Stored items:
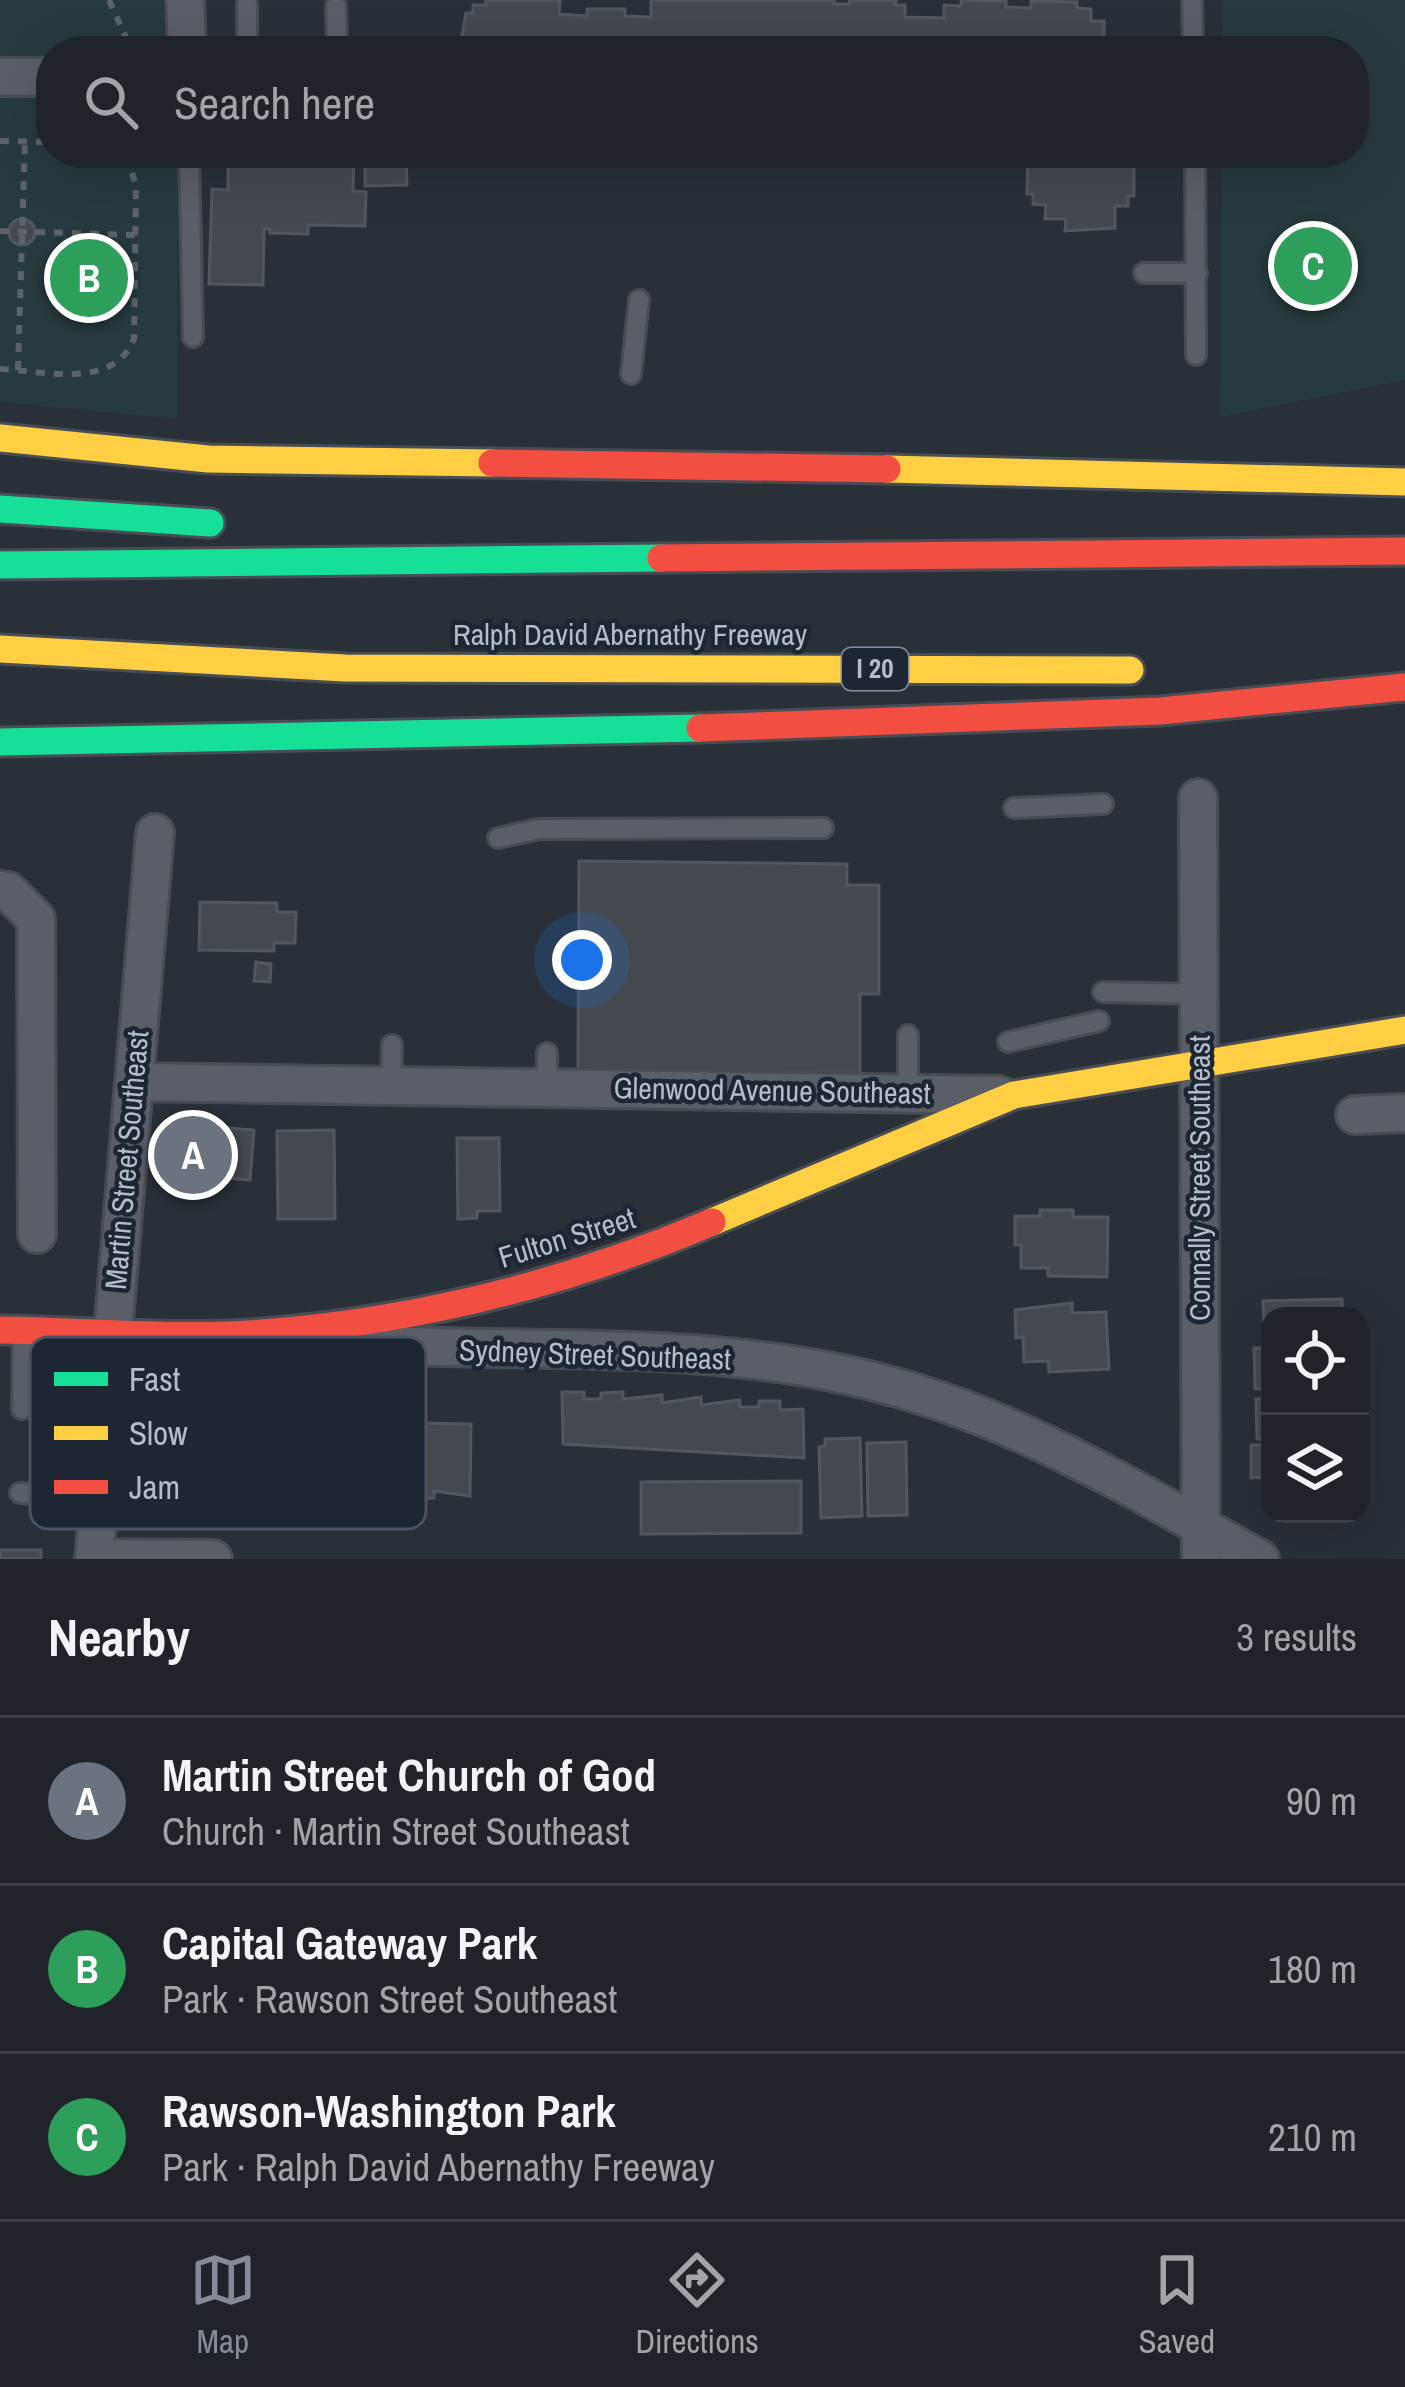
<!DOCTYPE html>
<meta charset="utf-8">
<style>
body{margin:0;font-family:"Archivo Narrow",sans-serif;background:#282c32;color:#f1f3f6}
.controls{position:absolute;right:36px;bottom:36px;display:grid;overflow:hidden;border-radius:24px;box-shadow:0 12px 48px #0002}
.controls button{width:108px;height:108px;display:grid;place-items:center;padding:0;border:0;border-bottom:3px solid #3d4147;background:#20242a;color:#f1f3f6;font:60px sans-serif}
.you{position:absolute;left:582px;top:960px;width:42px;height:42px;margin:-30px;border:9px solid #fff;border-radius:50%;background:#1a73e8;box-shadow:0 0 0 18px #1a73e833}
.badge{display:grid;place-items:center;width:78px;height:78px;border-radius:50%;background:#848b96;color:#fff;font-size:39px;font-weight:700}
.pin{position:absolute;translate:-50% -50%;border:6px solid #fff;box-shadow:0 3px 12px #0006}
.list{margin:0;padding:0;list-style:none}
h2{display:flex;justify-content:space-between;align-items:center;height:156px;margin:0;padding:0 48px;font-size:51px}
h2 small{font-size:39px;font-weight:400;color:#a2a4a8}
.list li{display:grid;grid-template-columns:78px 1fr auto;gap:36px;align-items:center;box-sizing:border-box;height:168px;padding:0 48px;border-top:3px solid #3d4147}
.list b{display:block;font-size:45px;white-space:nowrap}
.list p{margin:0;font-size:39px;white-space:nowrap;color:#a2a4a8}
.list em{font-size:39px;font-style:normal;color:#a2a4a8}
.icon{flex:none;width:66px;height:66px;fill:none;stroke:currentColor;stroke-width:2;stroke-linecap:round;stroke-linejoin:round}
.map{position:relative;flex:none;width:1405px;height:1559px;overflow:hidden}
.search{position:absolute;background:#20242a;box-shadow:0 12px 48px #0002;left:36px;right:36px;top:36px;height:132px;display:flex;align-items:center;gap:30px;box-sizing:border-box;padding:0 42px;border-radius:48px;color:#a2a4a8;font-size:45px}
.sheet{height:660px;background:#20242a}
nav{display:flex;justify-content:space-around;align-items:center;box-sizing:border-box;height:168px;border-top:3px solid #3d4147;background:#20242a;font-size:33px;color:#a2a4a8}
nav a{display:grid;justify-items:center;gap:6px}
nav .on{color:#848b96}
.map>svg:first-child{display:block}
.green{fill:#273a3e}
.building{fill:#444950;stroke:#52575f;stroke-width:3}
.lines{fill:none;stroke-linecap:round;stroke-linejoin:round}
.lane-casing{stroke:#484c53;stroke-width:24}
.street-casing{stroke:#484c53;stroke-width:42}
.fast-casing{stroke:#484c53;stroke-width:33}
.slow-casing{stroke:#484c53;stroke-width:33}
.jam-casing{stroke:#484c53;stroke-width:33}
.path{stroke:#5d636a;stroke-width:6;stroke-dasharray:9 9;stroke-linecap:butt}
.lane{stroke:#5a5e66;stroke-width:18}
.street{stroke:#5a5e66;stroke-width:36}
.fast{stroke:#16e098;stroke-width:27}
.slow{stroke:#ffcf43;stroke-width:27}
.jam{stroke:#f24e42;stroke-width:27}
.labels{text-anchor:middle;stroke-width:9;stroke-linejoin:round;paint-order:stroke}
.shield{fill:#1d2633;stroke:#878f9c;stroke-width:3}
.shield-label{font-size:27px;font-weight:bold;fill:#b4bcc9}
.street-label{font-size:30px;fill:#b4bcc9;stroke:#1d2633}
.key{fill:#1d2633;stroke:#4a5360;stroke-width:3}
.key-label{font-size:33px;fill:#b4bcc9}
</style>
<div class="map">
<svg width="1405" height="1559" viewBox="0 0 1405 1559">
<rect width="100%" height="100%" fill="#2a3038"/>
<path class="green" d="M0,0H162L166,51H51V153H178L177,419L0,402Z
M1223,0H1405V380L1220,417L1222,153H1354V51H1223Z"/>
<path class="building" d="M486,0H560L559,14L587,16V9H625V16L651,17V0H834V4H849L850,0H896L895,5H905V17L944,18V5L961,6V0L1006,1V7L1031,8V1L1077,2V8L1091,9V21H1104V42H1116V51H485V47L460,46L466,13H473V5H486Z
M228,153H354L353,191L366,192L365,226L308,225V234L270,233V229H264L263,285L209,284L212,189L228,190Z
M365,153H406L407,185L365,186Z
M1028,153H1134V196H1128V206H1115V228L1065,231L1066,219H1045L1046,205L1033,204V194H1027Z
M9 232a13 13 0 1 1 26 0a13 13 0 1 1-26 0Z
M579,861L847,864V885H879V994H860V1073L578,1071Z
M200,902L277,903V912H296L295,943H274V951L199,950Z
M256,962L271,964L270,982L254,981Z
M171,1123L254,1130L250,1180L166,1174Z
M334,1130L335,1219H278L277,1131Z
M457,1138H499L500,1211H477V1218L458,1219Z
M1040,1210H1073V1217H1108L1107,1277L1048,1276V1268H1021V1245H1015V1216H1040Z
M1342,1299V1313H1354V1316H1270V1342V1324H1264L1263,1301Z
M1072,1303V1313L1106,1312L1109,1369L1049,1372L1048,1361L1024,1362L1023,1337L1016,1338L1015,1310Z
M1254,1348H1270V1388L1255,1389Z
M562,1392H584V1399H601V1393L623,1392V1399L662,1395V1403L701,1397V1405L740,1400V1407H759V1401H780V1410L803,1409L804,1458L563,1444Z
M1256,1399H1270V1439H1257Z
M244,1411H303V1421H359L360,1415H415V1423L471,1424L470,1496L434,1491V1498H413V1487L379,1483V1493H361L360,1498L339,1497V1490H321V1497H301V1486L248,1485V1498H223V1489H209V1499H189L190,1417L244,1419Z
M860,1438L862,1516L821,1518L819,1447L825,1446V1439Z
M906,1442L907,1515L868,1516L867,1443Z
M1251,1445H1270V1477L1251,1478Z
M801,1481V1533L641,1534V1482Z
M0,1550H41V1559H0Z"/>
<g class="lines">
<defs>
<path id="lane" d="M1192,0L1193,51
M247,5V51
M336,6L337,51
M189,153L193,337
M1195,153L1196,355
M1144,273H1197
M631,374L639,300
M1014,808L1103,804
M498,838L539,829L823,828
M1103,992L1199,994
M908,1035V1094
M1008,1042L1099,1021
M391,1085L392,1045
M547,1088V1053
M22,1409L23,1335
M20,1493L99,1497"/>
<path id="street" d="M185,0L187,51
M0,77H51
M1198,798L1201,1559
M0,890L8,891L36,919L37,1234
M134,1082L999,1095
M1355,1115L1405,1113
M317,1341C486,1355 659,1339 827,1371C992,1402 1116,1480 1260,1559
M94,1558L213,1559
M94,1559L155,833"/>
<path id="fast" d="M0,509L210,523
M0,565L661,558
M0,742L700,728"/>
<path id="slow" d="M0,438L208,459L492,463
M887,469L1405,482
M0,649L345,668L1130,670
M712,1222L1014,1095L1405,1030"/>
<path id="jam" d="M492,463L887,469
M661,558L1405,551
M700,728L1160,711L1405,687
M0,1330C82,1331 167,1339 249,1334C408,1323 566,1284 712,1222"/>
</defs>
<use href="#lane" class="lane-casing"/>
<use href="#street" class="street-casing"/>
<use href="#fast" class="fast-casing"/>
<use href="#slow" class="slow-casing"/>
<use href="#jam" class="jam-casing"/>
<path class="path" d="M109,0L127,40
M0,141L51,142
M0,231L136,235
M0,369C45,371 113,390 134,339L136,184L124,153
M18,370L25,141"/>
<use href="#lane" class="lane"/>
<use href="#street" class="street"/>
<use href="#fast" class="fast"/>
<use href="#slow" class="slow"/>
<use href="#jam" class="jam"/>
</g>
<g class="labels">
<rect class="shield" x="842" y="648" width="66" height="42" rx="9"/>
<g class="shield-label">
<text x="875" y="678">I 20</text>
</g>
<g class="street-label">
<text x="630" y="645">Ralph David Abernathy Freeway</text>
<text transform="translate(772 1091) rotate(1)" y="10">Glenwood Avenue Southeast</text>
<text transform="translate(127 1160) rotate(-85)" y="10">Martin Street Southeast</text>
<text transform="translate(1200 1178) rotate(-90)" y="10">Connally Street Southeast</text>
<text transform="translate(567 1238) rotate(-17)" y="10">Fulton Street</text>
<text transform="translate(595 1355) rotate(2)" y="10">Sydney Street Southeast</text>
</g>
</g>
<rect x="30" y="1337" width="396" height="192" rx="18" class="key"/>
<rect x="54" y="1372" width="54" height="14" fill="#16e098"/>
<rect x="54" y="1426" width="54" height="14" fill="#ffcf43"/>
<rect x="54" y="1480" width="54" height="14" fill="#f24e42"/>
<g class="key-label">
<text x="129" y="1391">Fast</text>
<text x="129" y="1445">Slow</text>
<text x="129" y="1499">Jam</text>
</g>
</svg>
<div class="controls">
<button><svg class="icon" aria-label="locate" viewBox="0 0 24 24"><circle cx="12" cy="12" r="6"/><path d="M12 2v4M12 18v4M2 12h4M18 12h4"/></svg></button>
<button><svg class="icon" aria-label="layers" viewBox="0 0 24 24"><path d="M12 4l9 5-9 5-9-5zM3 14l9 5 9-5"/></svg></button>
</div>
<div class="you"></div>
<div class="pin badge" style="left:193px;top:1155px;background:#6b7280">A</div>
<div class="pin badge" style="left:89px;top:278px;background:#2e9e5b">B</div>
<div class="pin badge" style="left:1313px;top:266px;background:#2e9e5b">C</div>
<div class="search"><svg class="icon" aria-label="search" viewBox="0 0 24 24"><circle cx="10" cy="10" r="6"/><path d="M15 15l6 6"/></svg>Search here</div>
</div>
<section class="sheet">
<h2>Nearby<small>3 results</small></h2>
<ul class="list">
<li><span class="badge" style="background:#6b7280">A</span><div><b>Martin Street Church of God</b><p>Church · Martin Street Southeast</p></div><em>90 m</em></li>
<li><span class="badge" style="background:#2e9e5b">B</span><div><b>Capital Gateway Park</b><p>Park · Rawson Street Southeast</p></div><em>180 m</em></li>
<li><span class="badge" style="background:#2e9e5b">C</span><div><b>Rawson-Washington Park</b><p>Park · Ralph David Abernathy Freeway</p></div><em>210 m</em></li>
</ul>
</section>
<nav>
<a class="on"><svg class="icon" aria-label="map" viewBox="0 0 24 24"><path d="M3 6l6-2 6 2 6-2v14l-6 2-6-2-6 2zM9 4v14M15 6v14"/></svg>Map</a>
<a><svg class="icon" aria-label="directions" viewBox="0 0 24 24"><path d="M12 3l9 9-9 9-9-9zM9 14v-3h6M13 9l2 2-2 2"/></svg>Directions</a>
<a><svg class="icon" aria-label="saved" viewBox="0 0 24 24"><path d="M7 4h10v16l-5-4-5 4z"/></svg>Saved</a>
</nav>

- _ASSIGNMENT_
Please copy the lines in the records above between the one holding "M1251,1445H1270V1477L1251,1478Z" and the one holding "M0,369C45,371 113,390 134,339L136,184L124,153", inclusive, exactly and with no other line.

- _SOLUTION TO THIS PROBLEM_
M1251,1445H1270V1477L1251,1478Z
M801,1481V1533L641,1534V1482Z
M0,1550H41V1559H0Z"/>
<g class="lines">
<defs>
<path id="lane" d="M1192,0L1193,51
M247,5V51
M336,6L337,51
M189,153L193,337
M1195,153L1196,355
M1144,273H1197
M631,374L639,300
M1014,808L1103,804
M498,838L539,829L823,828
M1103,992L1199,994
M908,1035V1094
M1008,1042L1099,1021
M391,1085L392,1045
M547,1088V1053
M22,1409L23,1335
M20,1493L99,1497"/>
<path id="street" d="M185,0L187,51
M0,77H51
M1198,798L1201,1559
M0,890L8,891L36,919L37,1234
M134,1082L999,1095
M1355,1115L1405,1113
M317,1341C486,1355 659,1339 827,1371C992,1402 1116,1480 1260,1559
M94,1558L213,1559
M94,1559L155,833"/>
<path id="fast" d="M0,509L210,523
M0,565L661,558
M0,742L700,728"/>
<path id="slow" d="M0,438L208,459L492,463
M887,469L1405,482
M0,649L345,668L1130,670
M712,1222L1014,1095L1405,1030"/>
<path id="jam" d="M492,463L887,469
M661,558L1405,551
M700,728L1160,711L1405,687
M0,1330C82,1331 167,1339 249,1334C408,1323 566,1284 712,1222"/>
</defs>
<use href="#lane" class="lane-casing"/>
<use href="#street" class="street-casing"/>
<use href="#fast" class="fast-casing"/>
<use href="#slow" class="slow-casing"/>
<use href="#jam" class="jam-casing"/>
<path class="path" d="M109,0L127,40
M0,141L51,142
M0,231L136,235
M0,369C45,371 113,390 134,339L136,184L124,153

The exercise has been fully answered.